Pour l’auteur, trois moments sont à l’origine des rapports contemporains entre antisémitisme et islamophobie. Tout d’abord, au Moyen Âge, « Sarrasins » et juifs constituent deux ennemis de la chrétienté, et l’idée d’une alliance secrète entre les deux est répandue dans les esprits européens. Dans l’Espagne d’Isabelle la Catholique, après la fin de la Reconquista en 1492, des politiques racistes visent conjointement les musulmans et les juifs. Ils sont forcés à la conversion tout en continuant d’être soumis à un statut d’infériorité. Ensuite, au XIXème siècle, les philologues européens, comme Ernest Renan, inventent le peuple « sémite », notion qui assimile juifs et arabes, tout en opérant des distinctions entre les deux. Les juifs et les musulmans vont cependant être progressivement dissociés dans l’Algérie coloniale avec l’objectif d’intégrer la communauté juive à la communauté nationale française pour profiter de son rôle socio-économique. C’est l’objectif du décret Crémieux adopté en 1870, qui attribue automatiquement la citoyenneté française aux quelque 35 000 juifs qui résident en Algérie. Enfin, en Palestine mandataire, sous domination britannique, le conflit entre juifs et arabes conduit le sionisme à renforcer un discours orientaliste, au travers duquel il cherche à se distinguer des arabes pour renforcer son alliance avec l’impérialisme britannique.

Antisémitisme et islamophobie ont aussi été à l’origine de nombreuses théories du complot qui ont contribué à la racialisation des deux populations. On peut situer l’origine d’un « complot juif » dans l’idée de « complot judéo-maçonnique » dans les textes contre-révolutionnaires de l’Abbé de Barruel à la fin du XVIIIème, dans l’idée d’une « France juive » chez Drumont fin XIXème, puis dans le Protocole des sages de Sion au début du XXème – texte qui a eu une influence décisive sur l’antisémitisme de Hitler. De façon parallèle, on peut étudier l’émergence des théories du complot visant les populations musulmanes à travers les récits sur « l’islamisation » proposés par les essayistes Oriana Fallaci et Bat’Ye Or, autrices respectives de La Rage et l’orgueil (2002) et Eurabia : l’axe euro-arabe (2006). Parmi ces théories, celle du soi-disant « grand remplacement » a connu un essor en Europe dans la deuxième moitié du XXème siècle, en réactualisant au passage des idées déjà présentes dans les théories sur les « Sémites » qui étaient mobilisées dans le racisme colonial mais aussi dans les discours visant l’Empire ottoman.

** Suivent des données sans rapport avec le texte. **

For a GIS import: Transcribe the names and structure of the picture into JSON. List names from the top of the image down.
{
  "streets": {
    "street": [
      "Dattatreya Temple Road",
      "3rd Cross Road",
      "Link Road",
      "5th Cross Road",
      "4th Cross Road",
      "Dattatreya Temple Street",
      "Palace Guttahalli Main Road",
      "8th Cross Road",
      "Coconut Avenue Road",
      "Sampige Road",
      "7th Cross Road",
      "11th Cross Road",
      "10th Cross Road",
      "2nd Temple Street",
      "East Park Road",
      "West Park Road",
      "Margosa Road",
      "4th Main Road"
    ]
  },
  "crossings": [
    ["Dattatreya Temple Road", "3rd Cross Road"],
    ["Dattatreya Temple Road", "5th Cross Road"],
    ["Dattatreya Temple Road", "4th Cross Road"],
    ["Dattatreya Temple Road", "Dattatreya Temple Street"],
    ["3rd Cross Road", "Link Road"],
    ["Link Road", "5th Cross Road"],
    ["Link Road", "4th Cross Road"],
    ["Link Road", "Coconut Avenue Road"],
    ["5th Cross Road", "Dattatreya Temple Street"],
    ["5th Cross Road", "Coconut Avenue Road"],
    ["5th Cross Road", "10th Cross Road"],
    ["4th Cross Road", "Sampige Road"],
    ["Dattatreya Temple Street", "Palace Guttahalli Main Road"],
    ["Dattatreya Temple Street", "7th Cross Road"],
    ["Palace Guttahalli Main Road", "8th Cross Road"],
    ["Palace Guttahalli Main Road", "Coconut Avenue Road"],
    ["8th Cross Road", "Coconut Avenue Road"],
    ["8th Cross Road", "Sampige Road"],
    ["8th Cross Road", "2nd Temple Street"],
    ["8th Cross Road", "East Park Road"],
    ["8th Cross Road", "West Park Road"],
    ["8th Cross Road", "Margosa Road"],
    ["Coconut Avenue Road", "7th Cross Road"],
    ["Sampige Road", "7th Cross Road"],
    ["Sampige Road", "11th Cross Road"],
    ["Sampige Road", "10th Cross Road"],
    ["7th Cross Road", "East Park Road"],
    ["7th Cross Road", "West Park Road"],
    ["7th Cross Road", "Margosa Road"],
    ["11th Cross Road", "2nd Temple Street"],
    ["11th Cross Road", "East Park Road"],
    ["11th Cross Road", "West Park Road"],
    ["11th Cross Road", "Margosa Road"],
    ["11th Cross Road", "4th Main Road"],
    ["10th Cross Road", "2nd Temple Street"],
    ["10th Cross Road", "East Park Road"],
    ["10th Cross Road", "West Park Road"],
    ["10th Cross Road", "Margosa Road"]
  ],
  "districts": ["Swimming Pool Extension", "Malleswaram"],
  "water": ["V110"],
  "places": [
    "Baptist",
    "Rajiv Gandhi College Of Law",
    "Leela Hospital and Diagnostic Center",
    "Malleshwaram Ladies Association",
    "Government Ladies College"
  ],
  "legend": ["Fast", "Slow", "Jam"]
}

Les récits antisémites et islamophobes sont certes différents, mais leurs ressorts sont les mêmes. Il s’agit d’ériger une minorité au rang de menace pour la survie de la communauté nationale qu’il conviendrait dès lors de protéger. À l’heure où des intellectuels réactionnaires français théorisent le « nouvel antisémitisme », qui serait le fait des musulmans et non plus de l’extrême-droite, souligner ces éléments communs permet également de rappeler l’imbrication de ces deux racismes. L’idée d’un « grand remplacement » est ainsi fréquemment reliée par une partie de l’extrême droite à l’idée d’un complot juif qui organiserait « l’invasion migratoire ». Ces récits sont par ailleurs toujours utilisés en même temps contre les militant·e·s. Les « judéo-bolchéviks » d’hier et les « islamo-gauchistes » d’aujourd’hui sont évidemment présentés par l’extrême-droite comme des complices actifs des musulmans et des juifs dans leur projet de destruction de l’Occident blanc et chrétien.

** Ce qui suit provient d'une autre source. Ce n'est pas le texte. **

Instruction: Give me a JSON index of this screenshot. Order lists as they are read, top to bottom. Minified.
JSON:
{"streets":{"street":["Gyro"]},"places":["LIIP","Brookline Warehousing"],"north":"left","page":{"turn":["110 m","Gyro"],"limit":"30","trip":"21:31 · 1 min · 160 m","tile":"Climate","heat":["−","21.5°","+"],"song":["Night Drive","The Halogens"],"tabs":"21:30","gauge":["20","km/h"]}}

Zia-Ebrahimi permet également de mettre en lumière le rôle fondamental de la France, et en particulier d’intellectuels français, dans la diffusion des discours islamophobes. Renaud Camus et Jean Raspail sont deux références de l’extrême-droite internationale. De même, Bat Ye’Or est très appréciée en France par des figures qui ont promu et parfois théorisé le « nouvel antisémitisme », comme Pierre-André Taguieff et Alain Finkielkraut. Lors de la publication en France de La Rage et l’orgueil, le premier a déclaré que Fallaci visait juste et le deuxième qu’elle s’efforçait de regarder la réalité en face. Par ailleurs, Finkielkraut a reçu à de multiples reprises Renaud Camus à la radio. Enfin, ce livre permet de voir comment la question palestinienne et la colonisation israélienne reconfigurent les rapports entre juifs et musulmans. D’un côté, certains soutiens d’Israël participent activement à la diffusion des théories complotistes et islamophobes. Des ultra-sionistes constituent un secteur à part entière de ce que des chercheurs ont appelé « l’industrie islamophobe ». D’autre part, certaines organisations et soutiens de la cause palestinienne ont incorporé des éléments de discours antisémites, qu’il s’agissent d’une partie des nationalistes arabes mais aussi des courants islamistes. Zia-Ebrahimi en conclut que « juifs et musulmans finissent par se représenter mutuellement dans les termes d’un orientalisme et d’une islamophobie d’origine européenne », c’est-à-dire qu’ils reprennent à leur compte des catégories racistes forgées contre eux par l’Occident.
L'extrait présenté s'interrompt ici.